#### What you need to do
Report every line in the listing that contains the string "Annotation".

START Data in this exercise

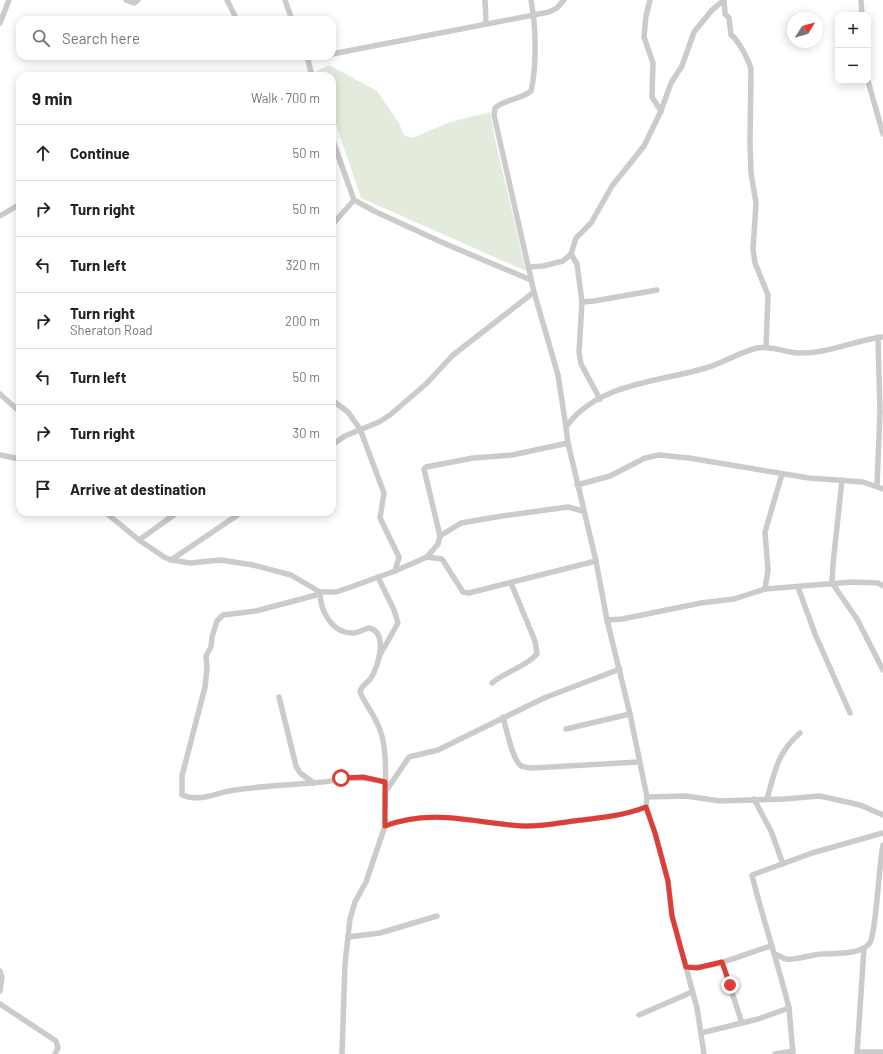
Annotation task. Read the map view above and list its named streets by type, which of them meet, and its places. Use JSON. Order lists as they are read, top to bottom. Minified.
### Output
{"north":"top right","page":{"map_buttons":["+","−"],"search":"Search here","heading":["9 min","Walk · 700 m"],"list":[["Continue","50 m"],["Turn right","50 m"],["Turn left","320 m"],["Turn right","Sheraton Road","200 m"],["Turn left","50 m"],["Turn right","30 m"],"Arrive at destination"]}}
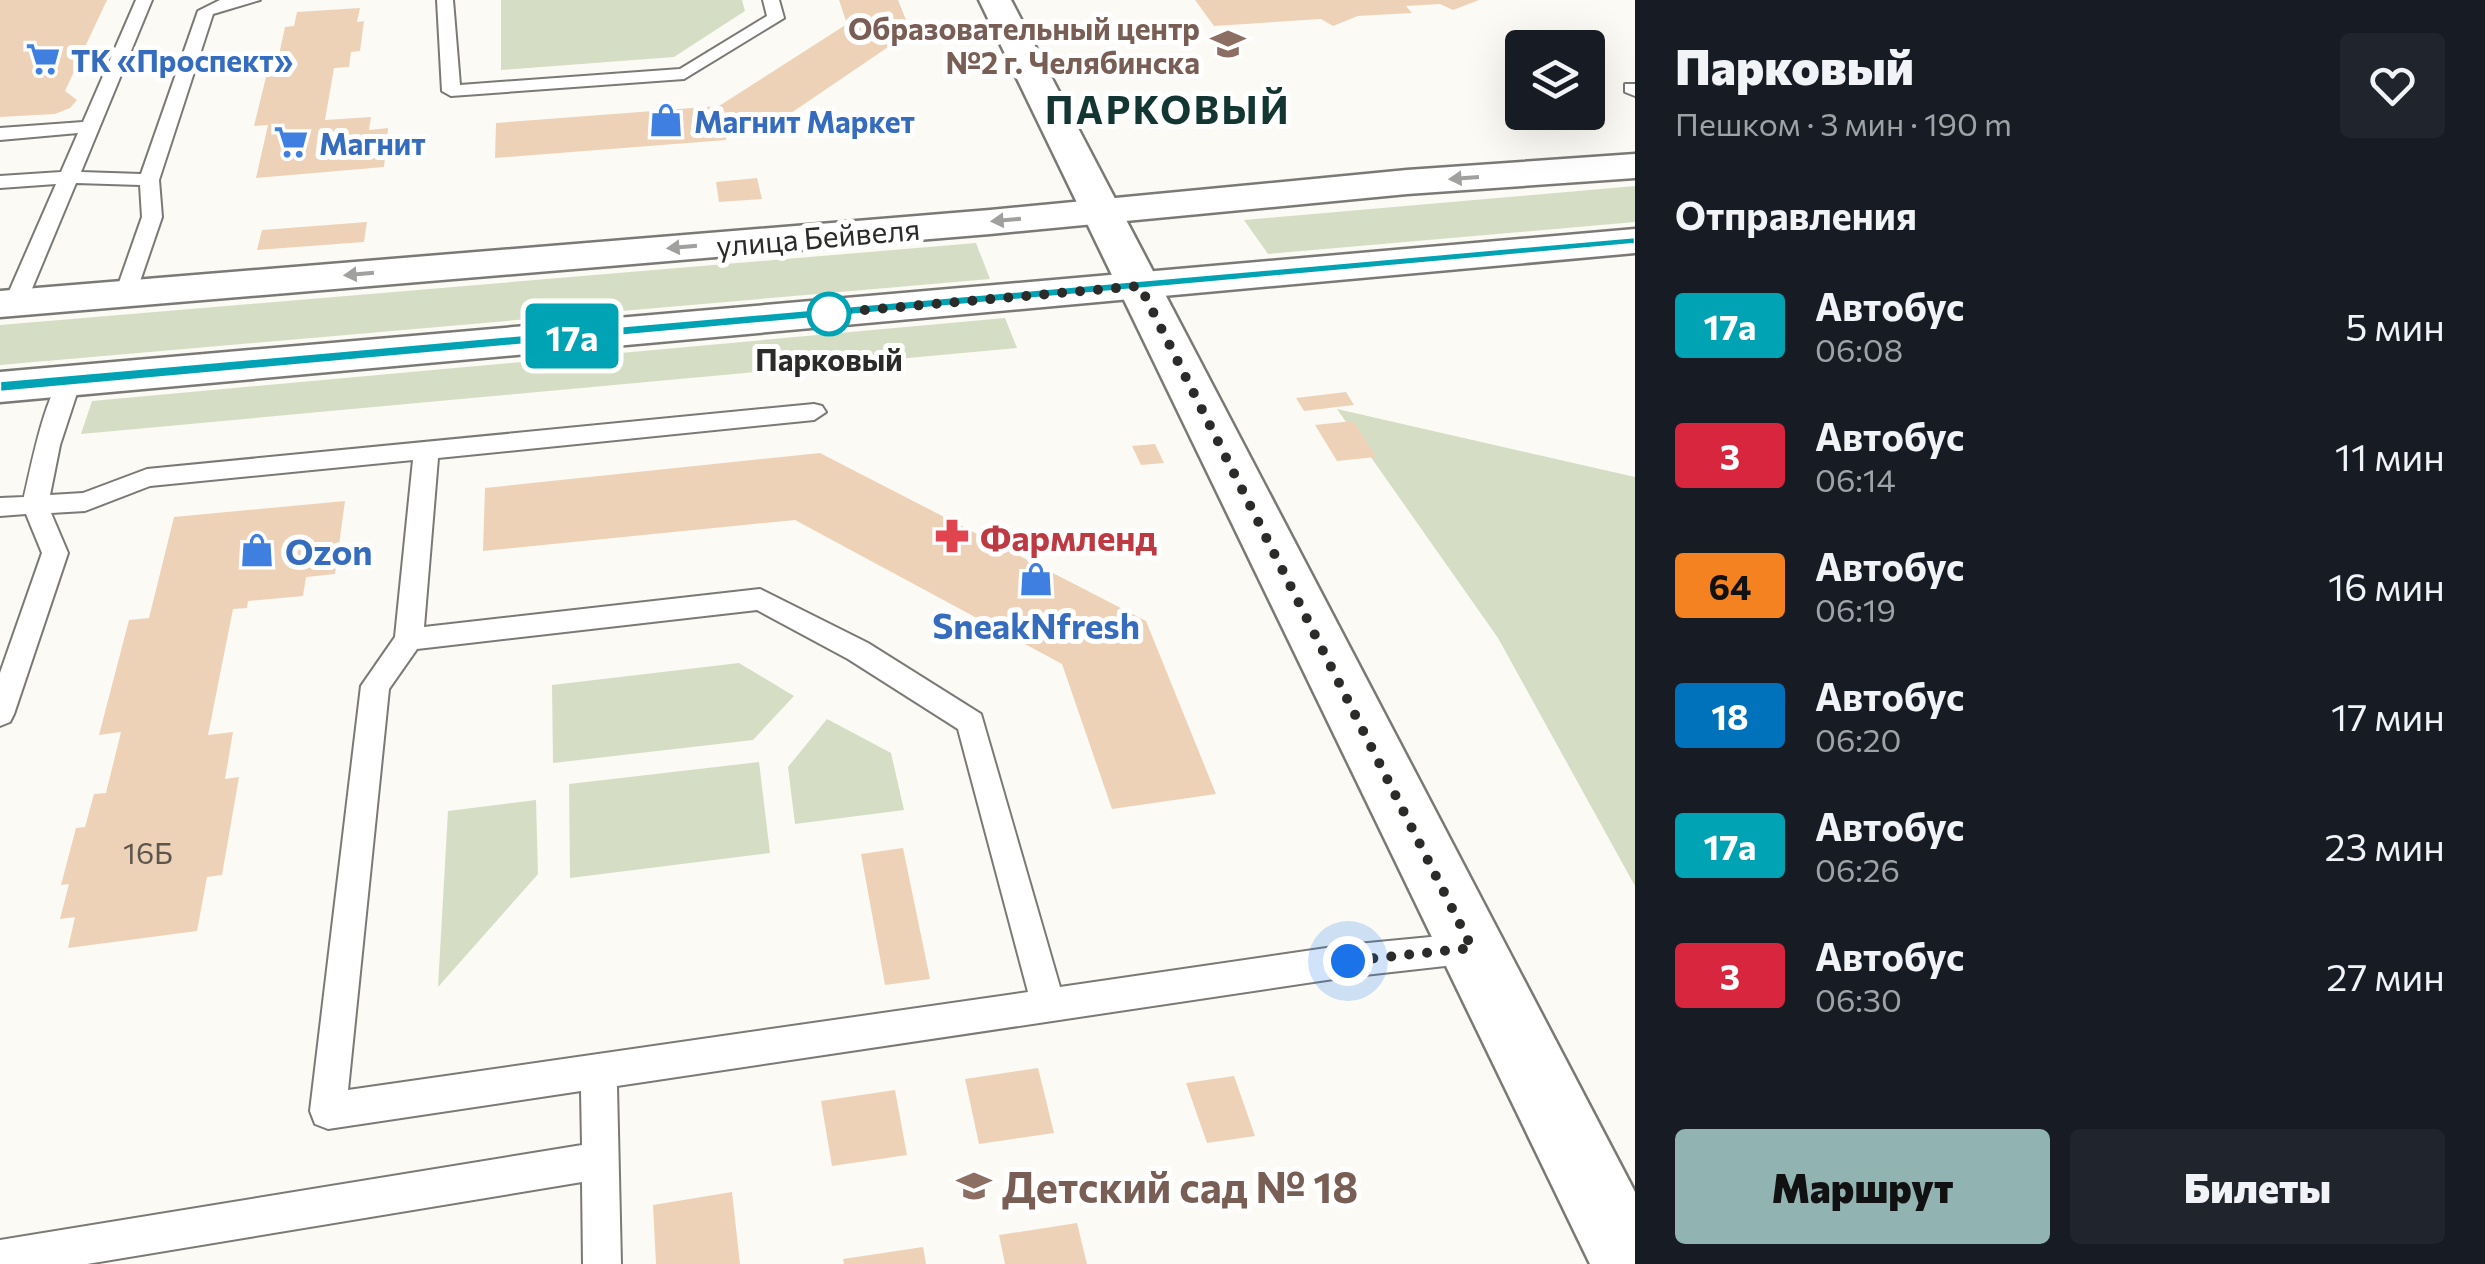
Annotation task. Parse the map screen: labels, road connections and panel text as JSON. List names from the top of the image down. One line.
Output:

END Data in this exercise

#### Result for this task
Annotation task. Read the map view above and list its named streets by type, which of them meet, and its places. Use JSON. Order lists as they are read, top to bottom. Minified.
Annotation task. Parse the map screen: labels, road connections and panel text as JSON. List names from the top of the image down. One line.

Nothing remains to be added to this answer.